One of reasons that we started Digaboom was to help address this tension. We wanted to deliver a platform that allows agencies to augment their core staff when needed whether it is to address this lumpy demand or to leverage skills that they simply don’t have in-house, while providing Freelancers with the opportunity to either band together with other Freelancers or partner with boutique agencies to collectively tackle projects that neither could address individually.

In a sector as fast moving as Digital Marketing, it is impossible to have every skillset in-house. The ability to tap into a community of highly skilled people that complement your core team and allow you to pursue emerging opportunities is compelling. The ability to do so while using practitioners with demonstrated expertise and to integrate them into your team on either an ad hoc or an on-going basis is even more compelling. For some agencies whose model has always revolved around the expertise of their team, this can be disconcerting, while for others that have operated with a small core team and a network of “periodic contributors”, this is simply the refinement of what they are already doing.

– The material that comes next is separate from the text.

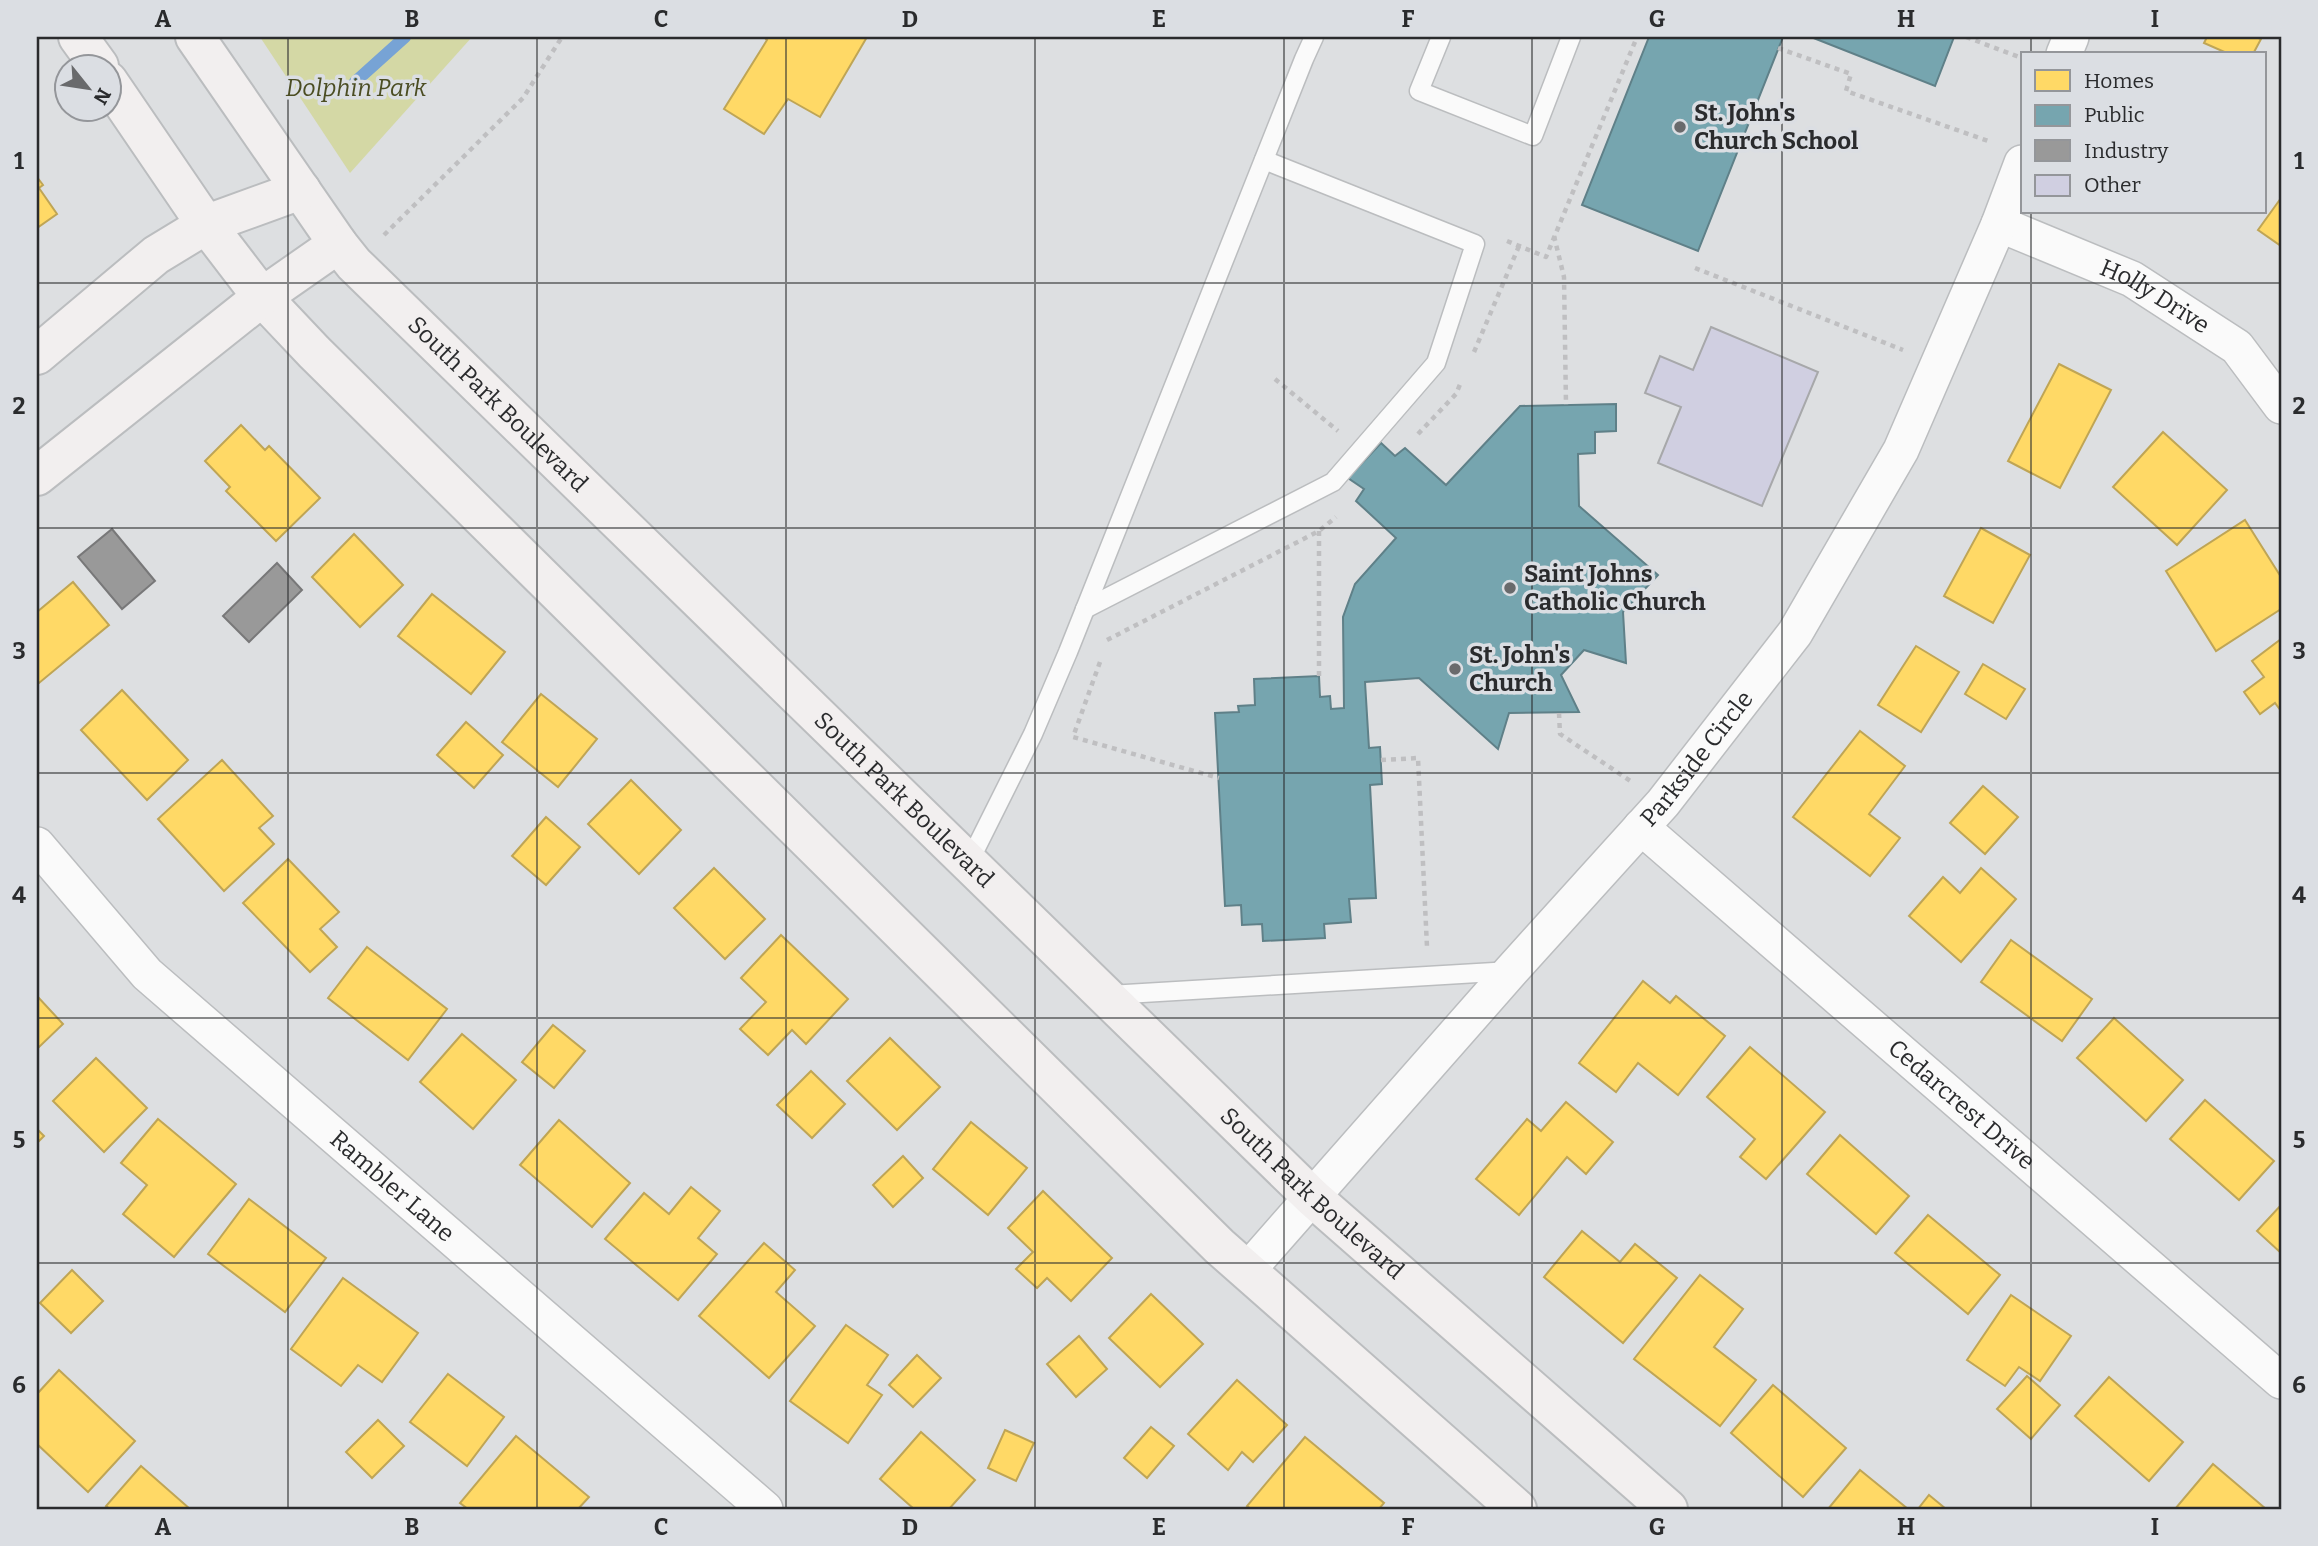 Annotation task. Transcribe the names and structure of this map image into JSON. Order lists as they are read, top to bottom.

For those of you in the first group, who have always relied on your core staff, a few things to consider when you augment your team:

  • Alignment: How do you align your interests and those of the Freelancer? Your goal is likely to have a happy end client, a Freelancer may be thinking about their portfolio. Make sure that the Freelancer understands that your agency is their client
  • Compensation: Are they paid on an hourly basis, or a flat fee? Do they get paid weekly/monthly upon invoicing or upon your receipt of payment from your client? Make sure that this issue is clearly discussed in advance of retaining a Freelancer to align expectations.
  • Account management: How do you maintain account management control if you integrate a number of contractors? And how do you impart “your way of doing things” to people external to your organization? Talking about any organization specific processes and expectations that you have can help to ensure your desired outcome and will certainly smooth the delivery process.
  • Skill internalization: For skill areas that are likely to be important to your organization downstream, how do you effectively integrate those skills into your organization during the course of the project when the folks with those skills are external to your company? One approach to consider is to budget a bit of extra time from your contractor to handle this skill transfer while allowing the Freelancer to work side-by-side with your in-house personnel. It may take a bit more time, but if the skill is something that ultimately needs to live in-house, it is a cost-effective way to internalize those skills.

Effectively handled, your agency’s margins will improve, your organization will be more nimble and your team will be much more adept at closing those transactions that take you outside of the same old, same old rut. And ultimately, your customer’s and your bottom line will both benefit.